Interior minister evaluates a ban of antisemitic Iran-sponsored Al Quds Day march

A protester holds a placard reading ‘I boycott Israel, but not the Jews,’ during a demonstration marking al-Quds Day (Jerusalem Day), in Berlin on June 1 (photo credit: FABRIZIO BENSCH / REUTERS)
A protester holds a placard reading ‘I boycott Israel, but not the Jews,’ during a demonstration marking al-Quds Day (Jerusalem Day), in Berlin on June 1
The city-state of Berlin’s commissioner to combat antisemitism, Lorenz Korgel, told The Jerusalem Post on Wednesday that he favors a ban of the entire antisemitic terrorist organization Hezbollah in Germany.
Korgel said "It is the task of the federal government to implement such a ban,“adding that he advocates a ban of the entire Hezbollah.
A spokesman for Berlin’s justice ministry told the Post the Andreas Geisel , the State Minister of the Interior of Berlin, is examining a ban of the Iranian regime and Hezbollah organized Al Quds Day march in Berlin.
Geisel has declined to test the law to implement a ban of the slated May Al Quds Day — an annual rally and march in the heart of Berlin which calls for the destruction of Israel and its nearly 7 million Jews.
Critics like the US-based human rights organization Simon Wiesenthal Center say Geisel is not doing enough to stop Al Quds Day. He refuses to test the law to outlaw the march packed with neo-Nazis and operatives and members from EU and US sanctioned terrorist organizations such as the Popular Front for the Liberation of Palestine and Hezbollah.
Korgel become the second German state antisemitism commissioner to urge Chancellor Angela Merkel to proscribe Hezbollah a terrorist entity. Uwe Becker, the commissioner for the state of Hesse, was the first commissioner to call on Merkel’s administration to designate Hezbollah a terrorist movement. Felix Klein, the federal commissioner to fight antisemitism, has refused to answer multiple queries from the Post about a ban of Hezbollah.

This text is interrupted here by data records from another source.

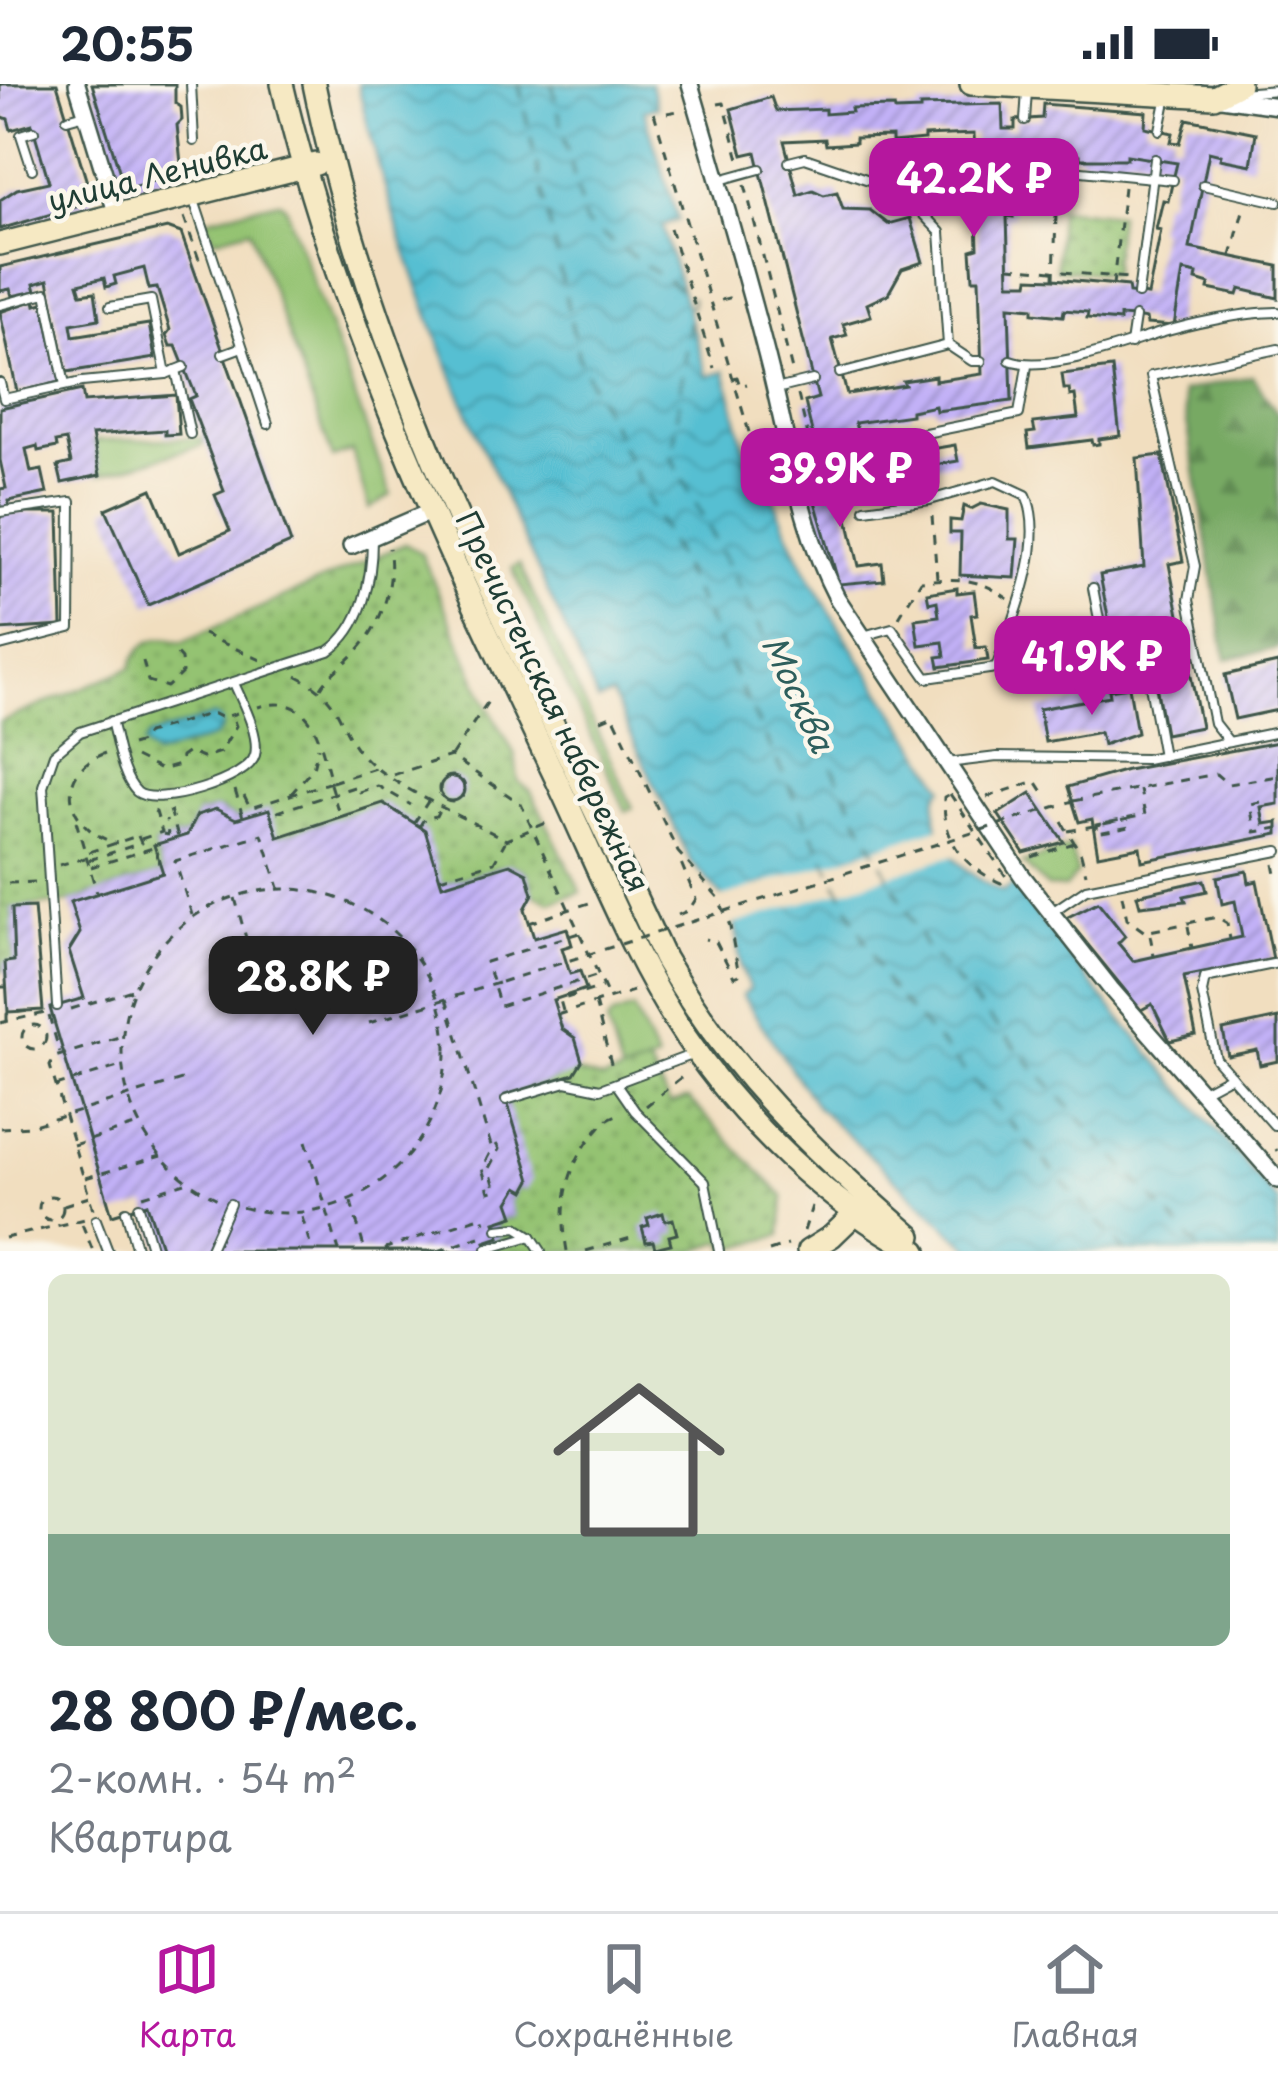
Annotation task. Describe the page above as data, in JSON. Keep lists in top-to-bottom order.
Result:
{
  "streets": {
    "main road": ["улица Ленивка", "Пречистенская набережная"]
  },
  "crossings": [
    ["улица Ленивка", "Пречистенская набережная"]
  ],
  "water": ["Москва"],
  "page": {
    "status": "20:55",
    "price": [
      "42.2K ₽",
      "39.9K ₽",
      "41.9K ₽",
      "28.8K ₽"
    ],
    "list": [
      {
        "name": "28 800 ₽/мес.",
        "note": "2-комн. · 54 m² · Квартира"
      }
    ],
    "tabs": ["Карта", "Сохранённые", "Главная"]
  }
}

Dr. Efraim Zuroff, the chief Nazi-hunter and antisemitism expert for the Simon Wiesenthal Center's office in Jerusalem, told the Post last year that Felix Klein and the EU commissioner to fight antisemitism, Katherina von Schnurbein, should publicly state that Hezbollah’s entire movement should be banned in Germany and the EU. Von Schnurbein and Klein have, in connection with a ban of Hezbollah, remained silent amid rising antisemitism in Europe and Germany.
Hezbollah has murdered Jews over the decades in Europe, including Hezbollah operatives who blew up an Israeli tour bus in Bulgaria in 2012, murdering five Israelis and injuring an additional 32.
Rabbi Cooper, the associate dean of the Simon Wiesenthal Center told the Post, “Where are you Chancellor Merkel? How can you allow vicious antisemitic Hezbollah operatives to operate on the streets of Berlin to fan the flames of theological and political hatred that is Al Quds Day.”
Merkel and her interior minister Horst Seehofer have rejected urgent appeals from the US and Israeli government, as well as her country’s Jewish community, to classify Hezbollah a foreign terrorist organization and ban the Al Quds Day march.
The US, Canada, the Netherlands, Britain, Israel and the Arab League, and a number of Latin America countries have classified Hezbollah’s entire organization as a terrorist entity.
Germany, where 1,050 Hezbollah members raise funds and recruit new members, has only outlawed Hezbollah’s so-called “military wing.”
The EU has merely also banned the “military wing” and allows the organizations political structure to operate in Europe.